There’s Only The Tiniest Chance That Musk’s Tesla Will Crash Back To Earth, But We’ll Take It

There’s Only The Tiniest Chance That Musk’s Tesla Will Crash Back To Earth, But We’ll Take It

By now it’s old news – somewhere in space, there’s a red Tesla Roadster with a spacesuit-wearing dummy in the passenger’s seat. It probably doesn’t drive any more, and NASA has officially listed it as a celestial object.

Image: SpaceX

But now that it’s out there, the next question is, well, will it crash into anything? A team of researchers at the University of Toronto is trying to answer that question. The answer, obviously, is that we don’t know.

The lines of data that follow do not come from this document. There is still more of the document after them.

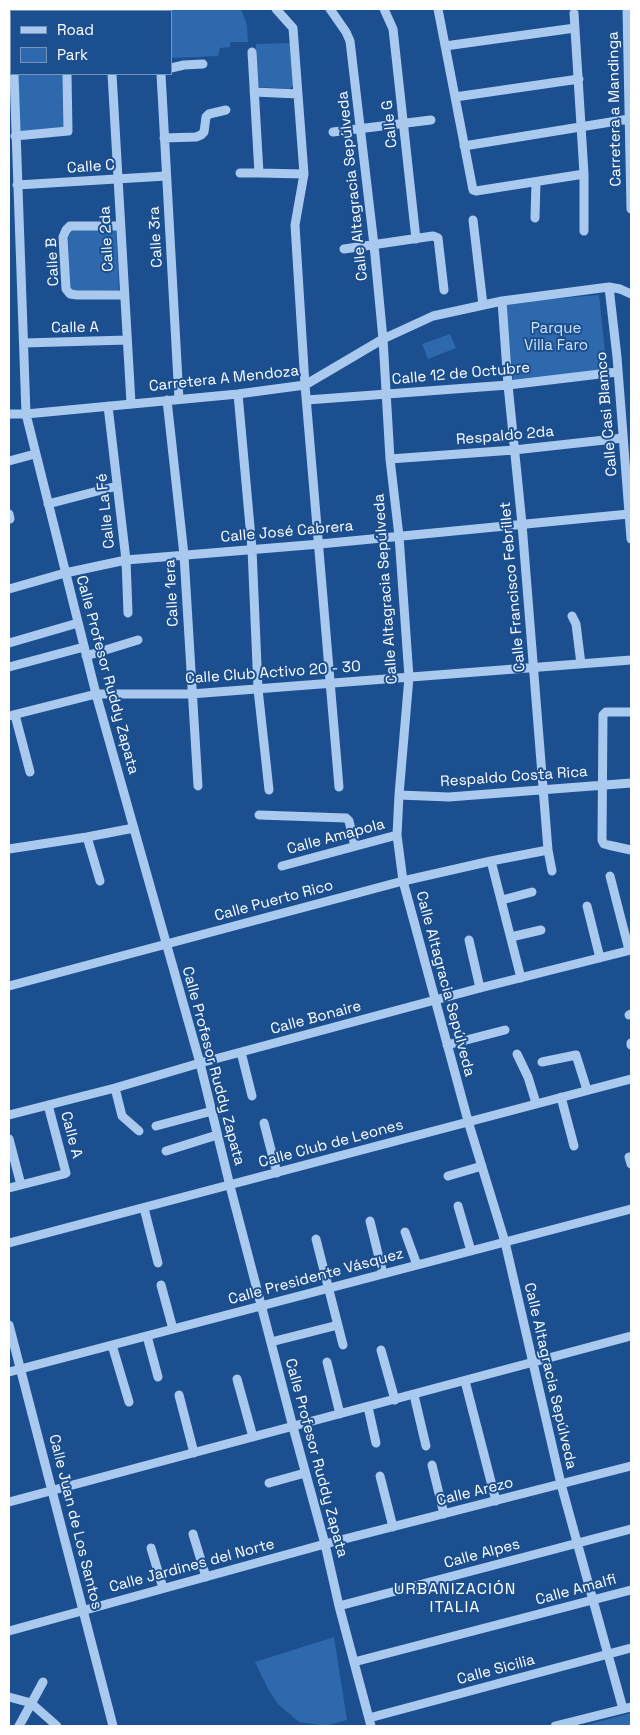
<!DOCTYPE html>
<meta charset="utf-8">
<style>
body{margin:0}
#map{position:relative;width:640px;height:1735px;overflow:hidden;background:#1b4f8f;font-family:"Space Grotesk",sans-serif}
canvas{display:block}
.frame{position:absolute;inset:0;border:10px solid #fff;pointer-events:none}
.legend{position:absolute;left:10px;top:10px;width:162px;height:65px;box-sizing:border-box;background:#1b4f8f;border:1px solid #7695bc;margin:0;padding:6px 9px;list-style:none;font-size:15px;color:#fff}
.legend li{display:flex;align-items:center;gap:10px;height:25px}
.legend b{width:25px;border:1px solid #7695bc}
</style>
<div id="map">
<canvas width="640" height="1735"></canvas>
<div class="frame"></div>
<ul class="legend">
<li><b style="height:6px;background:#a9c9ee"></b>Road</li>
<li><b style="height:14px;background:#2e69ad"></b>Park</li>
</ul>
</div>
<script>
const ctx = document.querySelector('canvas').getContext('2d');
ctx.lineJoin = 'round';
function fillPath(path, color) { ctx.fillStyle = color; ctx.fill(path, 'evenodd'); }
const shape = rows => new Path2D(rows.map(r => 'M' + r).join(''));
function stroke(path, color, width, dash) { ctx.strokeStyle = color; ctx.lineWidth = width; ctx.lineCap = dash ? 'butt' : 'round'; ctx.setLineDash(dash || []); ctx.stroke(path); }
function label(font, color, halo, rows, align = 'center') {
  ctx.font = font + ' "Space Grotesk",sans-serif'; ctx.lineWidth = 4; ctx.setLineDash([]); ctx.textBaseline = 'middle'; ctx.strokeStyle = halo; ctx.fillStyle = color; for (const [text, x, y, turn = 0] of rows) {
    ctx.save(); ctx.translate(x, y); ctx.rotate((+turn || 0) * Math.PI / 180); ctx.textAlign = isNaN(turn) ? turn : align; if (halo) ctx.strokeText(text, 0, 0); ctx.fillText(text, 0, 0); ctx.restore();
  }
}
const green = shape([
 [163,9,241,9,247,25,248,42,230,42,230,47,220,48,218,56,171,58,171,11,163,11],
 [291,43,294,85,290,89,260,87,256,82,256,44],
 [18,74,64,74,66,127,19,132],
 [116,229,119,290,70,292,68,230],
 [599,295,607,371,513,380,506,303],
 [450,334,456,348,428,359,422,344],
 [334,1637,347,1720,325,1726,299,1722,278,1704,268,1689,255,1662],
 [631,1713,631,1726,583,1726]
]);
const minor = shape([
 [12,9,12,11],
 [109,9,109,11],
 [157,9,157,11],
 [276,9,293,28,304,174,295,225,305,385,339,787],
 [330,9,346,32,350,41,374,245,383,339,390,459,399,536,409,677,399,795,397,835,403,881,468,1121,505,1242,561,1484,623,1709],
 [384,9,393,29,416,239],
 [438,9,473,190,476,191,584,174],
 [627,9,631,209],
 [574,13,584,174,584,231],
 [445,46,575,28],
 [252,52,259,173,304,174],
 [171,68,184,65,203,64],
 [14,74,26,414,96,694,200,1063,230,1186,293,1427,325,1544,339,1606,371,1726],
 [112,74,131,403],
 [161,74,179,399],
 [254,92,298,94],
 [455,97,579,79],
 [333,132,431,120],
 [15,136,68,131,67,74],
 [164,138,196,137,201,135,204,132,206,117,209,114,226,110],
 [464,146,629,119],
 [240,173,259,173],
 [17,185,166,176],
 [535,218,536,182],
 [473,220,483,305],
 [120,226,70,226,66,230,63,237,66,289,70,294,77,295,124,295],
 [344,249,433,236,438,238,444,290],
 [609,287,617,357,631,539],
 [502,301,508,385,522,524,548,850,552,871],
 [24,343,127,340],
 [238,394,252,549,258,689,269,790],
 [167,400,184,555,198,786],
 [307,400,508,385,617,372],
 [108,406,126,560,128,613],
 [9,414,26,414,238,394,305,385,383,339,433,316,502,301,609,287,620,289,631,294],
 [390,459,514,450,623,438],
 [9,461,35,454],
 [48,504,117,486],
 [9,514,10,519],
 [9,589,65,573,126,560,320,544,629,514],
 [572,616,576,624,581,664],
 [9,643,78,623],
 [86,656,138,640],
 [9,667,84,647],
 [631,712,606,712,603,715,602,840,604,844,608,845,631,850],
 [15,715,30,772],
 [9,716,96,694,191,694,631,660],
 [399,795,449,797,631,783],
 [259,815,346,818,349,821,355,846],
 [87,837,100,881],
 [9,849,87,837,134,828],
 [491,861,521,978],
 [282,866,397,835],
 [610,876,629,950],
 [502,900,532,892],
 [587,906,600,958],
 [511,937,541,930],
 [469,940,480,988],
 [9,986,403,881,491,861,548,850],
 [629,1015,631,1014],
 [631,1043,631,1045],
 [447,1045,505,1030],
 [241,1052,252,1096],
 [517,1054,528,1077,536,1103],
 [542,1062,576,1055,587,1090],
 [115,1088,122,1116,139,1131],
 [561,1097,574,1146],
 [9,1115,115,1088,200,1063,480,988,631,950],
 [264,1123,277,1173],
 [156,1126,212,1111],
 [9,1139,21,1185],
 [166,1151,217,1135],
 [629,1157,631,1164],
 [448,1176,482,1166],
 [9,1188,64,1174,66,1173,48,1105],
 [458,1206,471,1251],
 [144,1208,158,1263],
 [370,1221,383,1274],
 [405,1232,417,1265],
 [316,1239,343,1345],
 [9,1243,631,1079],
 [161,1285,173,1329],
 [9,1325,113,1726],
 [147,1336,158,1377],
 [271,1342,338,1325],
 [112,1345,129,1402],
 [381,1350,395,1400],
 [327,1362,340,1414],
 [9,1372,631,1209],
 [237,1379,253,1437],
 [465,1381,496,1501],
 [179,1395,194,1453],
 [414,1395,426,1446],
 [368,1407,376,1443],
 [432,1465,444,1514],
 [380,1476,393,1527],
 [269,1483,305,1473],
 [9,1502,631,1336],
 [193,1534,206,1577],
 [151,1548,163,1588],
 [339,1606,631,1529],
 [9,1631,325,1544,631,1466],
 [354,1662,631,1590],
 [9,1697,31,1703,57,1726],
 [369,1718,631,1648],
 [19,1726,43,1682],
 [555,1726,631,1707]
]);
const streetNames = [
 ["Carretera a Mandinga",615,109,-91],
 ["Calle G",390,124,-96],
 ["Calle C",91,167,-4],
 ["Calle Altagracia Sepúlveda",353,186,-96],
 ["Calle 3ra",156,237,-93],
 ["Calle 2da",107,239,-93],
 ["Calle B",53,262,-93],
 ["Calle A",75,328,-1],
 ["Calle 12 de Octubre",461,374,-5],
 ["Carretera A Mendoza",224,379,-6],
 ["Calle Casi Blamco",607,414,-95],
 ["Respaldo 2da",505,436,-5],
 ["Calle La Fé",106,511,-96],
 ["Calle José Cabrera",287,532,-5],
 ["Calle Francisco Febrillet",513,587,-95],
 ["Calle Altagracia Sepúlveda",386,589,-94],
 ["Calle 1era",172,593,-93],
 ["Calle Club Activo 20 - 30",273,673,-4],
 ["Calle Profesor Ruddy Zapata",107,675,75],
 ["Respaldo Costa Rica",514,777,-4],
 ["Calle Amapola",336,837,-15],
 ["Calle Puerto Rico",274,901,-15],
 ["Calle Altagracia Sepúlveda",445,984,75],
 ["Calle Bonaire",316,1018,-15],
 ["Calle Profesor Ruddy Zapata",213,1066,75],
 ["Calle A",71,1135,75],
 ["Calle Club de Leones",331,1144,-15],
 ["Calle Presidente Vásquez",316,1277,-15],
 ["Calle Altagracia Sepúlveda",550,1376,77],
 ["Calle Profesor Ruddy Zapata",316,1458,75],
 ["Calle Arezo",475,1492,-14],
 ["Calle Juan de Los Santos",75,1522,76],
 ["Calle Alpes",482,1554,-15],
 ["Calle Jardines del Norte",192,1566,-15],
 ["Calle Amalfi",576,1590,-15],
 ["Calle Sicilia",496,1670,-15]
];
const parkNames = [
 ["Parque",556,329],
 ["Villa Faro",556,346]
];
const neighbourhoodNames = [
 ["URBANIZACIÓN",455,1590],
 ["ITALIA",455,1608]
];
fillPath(green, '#2e69ad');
stroke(minor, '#a9c9ee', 9);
label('15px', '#fff', '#1b4f8f', streetNames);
label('15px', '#cfe3fa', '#1b4f8f', parkNames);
ctx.letterSpacing = '1px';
label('16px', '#fff', '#1b4f8f', neighbourhoodNames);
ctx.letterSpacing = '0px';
</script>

“We estimate the probability of a collision with Earth and Venus over the next one million years to be six per cent and 2.5 per cent respectively,” the authors write in the paper published today on the arXiv physics preprint server.

The car is now in an elliptical orbit that will take it further than Mars, 257.5 million km from the sun, according to The Verge.

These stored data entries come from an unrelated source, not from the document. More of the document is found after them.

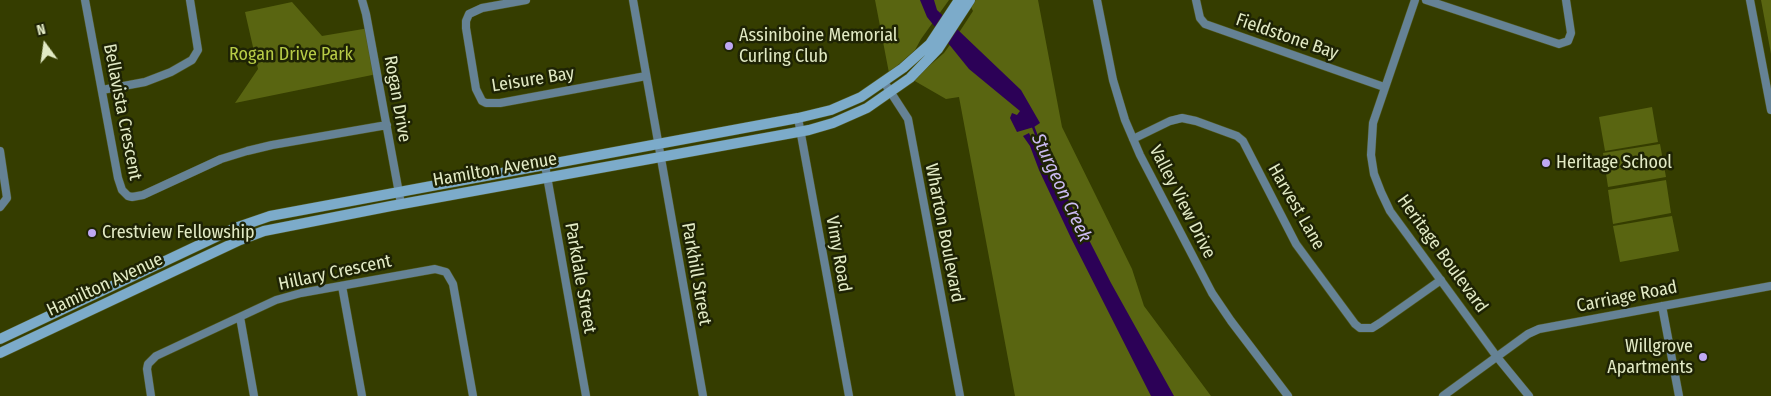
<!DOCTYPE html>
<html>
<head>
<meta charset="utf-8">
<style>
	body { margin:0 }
	#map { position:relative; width:1771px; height:396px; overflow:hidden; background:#353d00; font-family:"Fira Sans Condensed",sans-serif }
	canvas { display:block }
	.north { position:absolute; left:20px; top:20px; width:50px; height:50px; -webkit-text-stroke:4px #1e2304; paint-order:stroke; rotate:346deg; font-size:14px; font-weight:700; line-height:20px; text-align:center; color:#e2eac5 }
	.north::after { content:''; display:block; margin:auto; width:18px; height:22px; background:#e2eac5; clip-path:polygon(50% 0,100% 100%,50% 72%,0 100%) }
</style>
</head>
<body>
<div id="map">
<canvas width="1771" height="396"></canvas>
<div class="north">N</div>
</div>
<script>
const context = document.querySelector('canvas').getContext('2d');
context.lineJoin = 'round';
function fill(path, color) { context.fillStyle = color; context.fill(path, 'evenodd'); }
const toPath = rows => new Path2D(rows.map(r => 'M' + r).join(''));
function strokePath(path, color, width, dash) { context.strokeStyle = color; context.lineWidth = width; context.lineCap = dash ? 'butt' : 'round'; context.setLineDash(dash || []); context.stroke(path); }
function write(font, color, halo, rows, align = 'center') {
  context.font = font + ' "Fira Sans Condensed",sans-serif'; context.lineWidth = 5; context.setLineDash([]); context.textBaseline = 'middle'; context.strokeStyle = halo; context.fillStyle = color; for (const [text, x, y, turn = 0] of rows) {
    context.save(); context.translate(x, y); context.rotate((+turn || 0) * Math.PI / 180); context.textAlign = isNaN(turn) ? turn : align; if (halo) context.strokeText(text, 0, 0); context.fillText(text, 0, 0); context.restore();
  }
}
const green = toPath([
	[875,0,949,0,921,39,915,50,889,73],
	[975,0,1038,0,1062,127,1132,269,1144,306,1211,396,1015,396,959,97,946,99,913,80,944,53,960,31,973,11,971,7],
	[1761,0,1771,0,1771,54],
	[292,2,322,36,369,28,377,74,235,103,258,69,245,12],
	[1652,107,1658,142,1605,151,1599,117],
	[1660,144,1666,177,1608,187,1603,153],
	[1666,180,1671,213,1613,224,1608,190],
	[1672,216,1679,251,1620,262,1613,226]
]);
const water = toPath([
	[920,0,934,0,937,10,1021,90,1040,123,1034,127,1017,132,1010,118,1012,113,1017,115,1020,111,969,69,927,17],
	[1029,133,1037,150,1041,151,1044,146,1050,148,1067,197,1111,283,1174,396,1151,396,1071,238,1039,170,1030,146,1023,136]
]);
const stream = toPath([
	[1032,124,1043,152]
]);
const street = toPath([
	[85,0,118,178,122,190,128,196,132,197,143,195,221,159,247,151,272,145,387,125],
	[362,0,366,14,401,204],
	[526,0,482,8,469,14,466,21,466,28,476,89,482,101,486,103,500,103,646,76],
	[633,0,703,396],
	[1097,0,1113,80,1125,120,1140,155,1212,293,1231,321,1288,396],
	[1196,0,1200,18,1205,24,1384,87],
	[1415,0,1373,123,1371,155,1374,174,1381,192,1390,211,1497,357,1529,396],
	[1426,0,1559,44,1568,41,1571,33,1566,0],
	[1750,0,1771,110],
	[884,82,908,119,960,396],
	[102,90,145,82,171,72,192,60,198,50,190,0],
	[798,118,849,396],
	[1133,139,1170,121,1182,118,1196,121,1237,136,1243,141,1296,244,1355,324,1360,328,1372,328,1380,323,1441,280],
	[0,151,7,198,0,207],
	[545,165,586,396],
	[342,286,362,396],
	[1662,306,1679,396],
	[240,317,254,396],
	[151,396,147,369,148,364,156,356,276,300,301,293,435,269,446,272,453,284,473,396],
	[1443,396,1528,334,1539,329,1771,286]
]);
const secondary = toPath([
	[0,339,235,228,270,216,798,118,831,110,861,97,903,68,930,44,959,0],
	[0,353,240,240,264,231,391,206,809,130,833,123,867,108,910,78,938,49,970,0]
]);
const markers = [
	[729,46,5,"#bfa8f4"],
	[1546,163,5,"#bfa8f4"],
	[92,233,5,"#bfa8f4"],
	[1703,357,5,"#bfa8f4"]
];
const poiNames = [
	["Assiniboine Memorial",739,36],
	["Curling Club",739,57],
	["Heritage School",1556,163],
	["Crestview Fellowship",102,233],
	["Willgrove",1693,347,"right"],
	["Apartments",1693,368,"right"]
];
const streetNames = [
	["Fieldstone Bay",1287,37,19],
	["Leisure Bay",533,80,-9],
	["Rogan Drive",397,99,80],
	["Bellavista Crescent",122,112,79],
	["Hamilton Avenue",495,170,-10],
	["Valley View Drive",1182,202,63],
	["Harvest Lane",1296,207,60],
	["Wharton Boulevard",944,233,79],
	["Vimy Road",838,254,80],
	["Heritage Boulevard",1442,254,54],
	["Hillary Crescent",335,273,-12],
	["Parkhill Street",696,274,80],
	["Parkdale Street",580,278,80],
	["Hamilton Avenue",105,285,-25],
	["Carriage Road",1627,297,-11]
];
const parkNames = [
	["Rogan Drive Park",291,55]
];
const waterNames = [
	["Sturgeon Creek",1061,188,65]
];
fill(green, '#596511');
fill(water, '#2c0157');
strokePath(stream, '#2c0157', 2.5);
strokePath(street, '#515920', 9);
strokePath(secondary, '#515920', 11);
strokePath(street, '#658295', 8);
strokePath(secondary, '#7cabca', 10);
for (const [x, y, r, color] of markers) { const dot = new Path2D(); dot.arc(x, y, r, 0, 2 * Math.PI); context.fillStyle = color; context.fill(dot); strokePath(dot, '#1e2304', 2); }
write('18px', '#e2eac5', '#1e2304', poiNames, 'left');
write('18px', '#e2eac5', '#1e2304', streetNames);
write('18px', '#b7cc46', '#1e2304', parkNames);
write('italic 19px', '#cbbbf2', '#1e2304', waterNames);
</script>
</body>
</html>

Study author Hanno Rein told CBSNews that seeing the object’s data on the JPL database got them excited. They ran a number of models with different initial conditions – it’s hard to model something so many years out because of how many other gravitational factors there are. Instead, they have to do things statistically and get results as percentages. The car’s next close encounter with Earth will be in 2091.

To be clear, this means that it’s very, very unlikely the car will hit the Earth. But obviously a human-induced nonzero percentage of any collision is a little unsettling, even over time periods longer than it will take to nuke ourselves.

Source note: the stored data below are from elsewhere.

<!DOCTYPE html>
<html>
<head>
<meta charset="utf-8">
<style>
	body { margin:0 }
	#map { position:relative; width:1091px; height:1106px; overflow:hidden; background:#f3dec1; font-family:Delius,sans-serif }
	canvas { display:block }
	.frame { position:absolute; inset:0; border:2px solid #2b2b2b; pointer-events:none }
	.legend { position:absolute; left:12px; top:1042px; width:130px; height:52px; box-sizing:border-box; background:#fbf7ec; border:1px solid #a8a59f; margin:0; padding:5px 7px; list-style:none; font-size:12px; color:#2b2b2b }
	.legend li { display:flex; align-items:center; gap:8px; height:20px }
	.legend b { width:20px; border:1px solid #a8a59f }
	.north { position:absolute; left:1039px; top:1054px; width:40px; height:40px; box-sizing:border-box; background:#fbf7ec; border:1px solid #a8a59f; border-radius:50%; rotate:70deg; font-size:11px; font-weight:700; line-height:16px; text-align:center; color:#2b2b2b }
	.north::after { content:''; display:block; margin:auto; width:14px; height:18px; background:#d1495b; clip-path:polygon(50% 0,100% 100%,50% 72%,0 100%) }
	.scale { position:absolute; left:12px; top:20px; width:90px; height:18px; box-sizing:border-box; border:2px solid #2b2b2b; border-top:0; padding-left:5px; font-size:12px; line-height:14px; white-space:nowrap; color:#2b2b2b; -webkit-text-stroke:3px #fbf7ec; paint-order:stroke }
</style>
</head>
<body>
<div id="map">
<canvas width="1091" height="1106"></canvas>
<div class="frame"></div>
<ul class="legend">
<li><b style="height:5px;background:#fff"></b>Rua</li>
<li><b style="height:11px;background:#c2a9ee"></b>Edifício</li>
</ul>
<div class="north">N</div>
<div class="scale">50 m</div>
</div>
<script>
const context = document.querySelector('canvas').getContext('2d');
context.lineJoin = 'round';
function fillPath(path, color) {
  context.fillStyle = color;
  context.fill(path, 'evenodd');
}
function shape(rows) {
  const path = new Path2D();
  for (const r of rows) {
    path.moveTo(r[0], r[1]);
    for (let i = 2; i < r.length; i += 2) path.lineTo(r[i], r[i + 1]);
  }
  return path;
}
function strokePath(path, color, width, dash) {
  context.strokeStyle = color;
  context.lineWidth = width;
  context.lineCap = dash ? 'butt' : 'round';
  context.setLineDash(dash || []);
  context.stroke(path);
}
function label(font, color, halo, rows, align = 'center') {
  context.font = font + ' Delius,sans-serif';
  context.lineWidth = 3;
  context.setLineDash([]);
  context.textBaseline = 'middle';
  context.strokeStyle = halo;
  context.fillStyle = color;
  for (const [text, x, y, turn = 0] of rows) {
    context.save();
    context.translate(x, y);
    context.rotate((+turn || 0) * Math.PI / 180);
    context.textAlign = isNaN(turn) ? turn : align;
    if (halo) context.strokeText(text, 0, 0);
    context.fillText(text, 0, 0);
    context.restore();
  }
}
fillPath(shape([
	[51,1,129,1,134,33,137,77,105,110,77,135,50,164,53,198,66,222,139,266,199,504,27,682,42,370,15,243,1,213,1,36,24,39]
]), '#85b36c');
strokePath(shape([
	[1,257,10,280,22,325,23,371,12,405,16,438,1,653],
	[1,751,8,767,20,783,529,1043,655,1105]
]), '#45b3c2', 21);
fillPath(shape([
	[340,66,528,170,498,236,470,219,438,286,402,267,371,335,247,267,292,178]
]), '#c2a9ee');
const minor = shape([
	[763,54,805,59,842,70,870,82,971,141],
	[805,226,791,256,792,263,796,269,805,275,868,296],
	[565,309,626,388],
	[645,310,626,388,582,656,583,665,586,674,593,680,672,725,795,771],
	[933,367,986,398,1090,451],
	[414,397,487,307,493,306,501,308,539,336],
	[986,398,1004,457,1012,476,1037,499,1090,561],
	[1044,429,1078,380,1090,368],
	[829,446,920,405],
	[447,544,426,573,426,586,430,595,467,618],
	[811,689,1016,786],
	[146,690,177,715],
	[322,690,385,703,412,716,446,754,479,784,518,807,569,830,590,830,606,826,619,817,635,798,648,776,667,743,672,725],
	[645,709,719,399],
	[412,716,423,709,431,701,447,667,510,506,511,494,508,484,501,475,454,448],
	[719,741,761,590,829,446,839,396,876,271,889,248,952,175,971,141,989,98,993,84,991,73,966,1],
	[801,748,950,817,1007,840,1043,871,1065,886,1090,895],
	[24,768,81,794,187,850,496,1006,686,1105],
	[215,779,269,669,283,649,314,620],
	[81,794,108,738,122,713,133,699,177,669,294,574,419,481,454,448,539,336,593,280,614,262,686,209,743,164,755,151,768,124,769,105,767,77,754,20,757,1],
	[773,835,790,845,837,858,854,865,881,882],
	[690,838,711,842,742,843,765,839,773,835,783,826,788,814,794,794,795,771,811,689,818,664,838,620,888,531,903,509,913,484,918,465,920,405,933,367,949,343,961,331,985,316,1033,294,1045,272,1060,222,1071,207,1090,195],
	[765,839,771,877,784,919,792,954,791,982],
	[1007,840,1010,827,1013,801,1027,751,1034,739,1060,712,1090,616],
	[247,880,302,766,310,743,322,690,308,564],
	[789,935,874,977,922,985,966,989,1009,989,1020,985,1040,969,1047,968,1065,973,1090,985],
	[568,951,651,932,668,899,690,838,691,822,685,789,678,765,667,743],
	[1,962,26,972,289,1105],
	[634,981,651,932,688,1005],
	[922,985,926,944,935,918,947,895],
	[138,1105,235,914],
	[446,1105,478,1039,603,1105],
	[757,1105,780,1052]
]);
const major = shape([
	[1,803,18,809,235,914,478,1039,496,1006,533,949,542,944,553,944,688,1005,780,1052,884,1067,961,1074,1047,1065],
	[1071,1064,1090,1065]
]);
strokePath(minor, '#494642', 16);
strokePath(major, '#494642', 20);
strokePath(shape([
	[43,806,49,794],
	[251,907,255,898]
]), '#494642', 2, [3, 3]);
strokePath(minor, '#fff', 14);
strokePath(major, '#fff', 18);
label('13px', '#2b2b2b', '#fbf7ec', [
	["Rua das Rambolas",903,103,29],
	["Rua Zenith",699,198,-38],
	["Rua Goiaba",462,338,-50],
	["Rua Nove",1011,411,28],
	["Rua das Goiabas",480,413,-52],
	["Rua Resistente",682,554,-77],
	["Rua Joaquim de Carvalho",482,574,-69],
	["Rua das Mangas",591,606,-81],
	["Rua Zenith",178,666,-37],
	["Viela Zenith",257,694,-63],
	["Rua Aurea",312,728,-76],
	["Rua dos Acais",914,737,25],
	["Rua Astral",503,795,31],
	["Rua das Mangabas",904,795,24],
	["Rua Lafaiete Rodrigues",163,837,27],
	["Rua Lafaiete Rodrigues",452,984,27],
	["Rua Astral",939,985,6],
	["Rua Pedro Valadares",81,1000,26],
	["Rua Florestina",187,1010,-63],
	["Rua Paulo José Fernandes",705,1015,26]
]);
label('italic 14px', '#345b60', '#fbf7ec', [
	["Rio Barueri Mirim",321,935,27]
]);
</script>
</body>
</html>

As it is a paper on the arXiv, it’s worth taking this paper with a grain of salt since it hasn’t been peer reviewed.

Caltech Planetary Astrophysicist Konstantin Batygin told me: “Yes, this modelling is as precise as you can get with these types of problems. You have orbital predictability for a while, but eventually, chaotic diffusion inevitably ensues. Of course, a six per cent chance that within the next million years a Tesla might fall from the sky is not what you should stay up at night worrying about. Still, it’s cool calculation.”

SpaceX did not immediately respond to a request for comment.

I mean, wouldn’t it be the ultimate irony if some day in the distant future an ancient Tesla from space strikes a Tesla factory?